As Sombras de um Novo Começo - Capítulo 11
É por isso que eu prefiro vir andando.
— Oh! É sério? Por que você não me contou antes? — disse, em voz alta, uma criança que estava sentada ao meu lado.
A outra, a interlocutora da mensagem, apenas riu enquanto se revirava sobre o banco.
— Esqueci de te contar. Mas você precisava ver! Foi incrível!
Suspirei fundo, deixando todo ar esvair dos meus pulmões diante da vibração aguda que a altitude de suas vozes causava em meus ouvidos.
Enquanto observava o amanhecer enviar sua luz pela cidade, pintando a atmosfera e despertando as engrenagens de mais um dia, era submetido à presença eufórica de dois garotos que pareciam ter 12 anos.
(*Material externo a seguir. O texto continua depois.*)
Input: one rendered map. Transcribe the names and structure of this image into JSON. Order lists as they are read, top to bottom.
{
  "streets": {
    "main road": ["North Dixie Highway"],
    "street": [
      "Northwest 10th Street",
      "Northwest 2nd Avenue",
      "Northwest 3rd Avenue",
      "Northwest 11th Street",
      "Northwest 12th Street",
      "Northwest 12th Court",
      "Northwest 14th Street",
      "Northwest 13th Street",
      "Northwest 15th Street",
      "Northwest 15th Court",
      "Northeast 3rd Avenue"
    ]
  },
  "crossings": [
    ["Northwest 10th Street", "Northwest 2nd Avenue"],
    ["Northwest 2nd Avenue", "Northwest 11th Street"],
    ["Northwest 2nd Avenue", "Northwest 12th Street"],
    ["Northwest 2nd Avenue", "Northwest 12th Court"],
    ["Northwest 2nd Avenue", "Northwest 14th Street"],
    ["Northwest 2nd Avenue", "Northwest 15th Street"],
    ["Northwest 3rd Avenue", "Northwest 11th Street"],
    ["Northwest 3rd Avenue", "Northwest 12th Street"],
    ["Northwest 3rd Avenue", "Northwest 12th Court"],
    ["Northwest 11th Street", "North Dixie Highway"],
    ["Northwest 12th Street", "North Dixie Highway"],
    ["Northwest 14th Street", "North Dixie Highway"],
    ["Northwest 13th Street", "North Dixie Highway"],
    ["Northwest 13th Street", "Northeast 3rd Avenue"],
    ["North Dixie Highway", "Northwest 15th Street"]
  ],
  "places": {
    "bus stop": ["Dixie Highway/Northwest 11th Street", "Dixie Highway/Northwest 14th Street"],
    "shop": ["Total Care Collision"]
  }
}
Além deles, outras pessoas emanavam suas declarações pelo lugar, inclusive outros estudantes que, assim como eu, vestiam um uniforme preto detalhado em azul.
Como acabei nessa situação? É simples: hoje, por algum motivo que desconheço, acabei me atrasando além do permitido.
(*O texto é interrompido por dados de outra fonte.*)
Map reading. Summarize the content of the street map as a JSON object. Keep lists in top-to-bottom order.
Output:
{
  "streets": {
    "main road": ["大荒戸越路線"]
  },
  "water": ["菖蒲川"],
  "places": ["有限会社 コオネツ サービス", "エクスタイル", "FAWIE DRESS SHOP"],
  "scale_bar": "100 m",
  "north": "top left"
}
Eu estava cansado, mas creio que dormi dentro do horário previsto na noite anterior. Era incerto, no entanto, provável, que eu não havia dormido tarde, então, logicamente, nada explicava o meu sono profundo… A menos que eu estivesse pagando contas acumuladas.
Hoje, quando acordei das profundezas vazias da minha imaginação, fitei o horário estampado no relógio da parede e, de forma imediata, esclareci a mim mesmo a situação em que me encontrava, além, é claro, do desfecho que deveria seguir naquele momento.
Era um cenário extremo e, a menos que eu saísse correndo por aí, não chegaria a tempo. Então, em frente a um possível atraso, fui obrigado a desfrutar do transporte matinal que cortava toda a cidade pelos dias consecutivos. O principal problema não era o meio de locomoção em si, mas o desconforto em usá-lo.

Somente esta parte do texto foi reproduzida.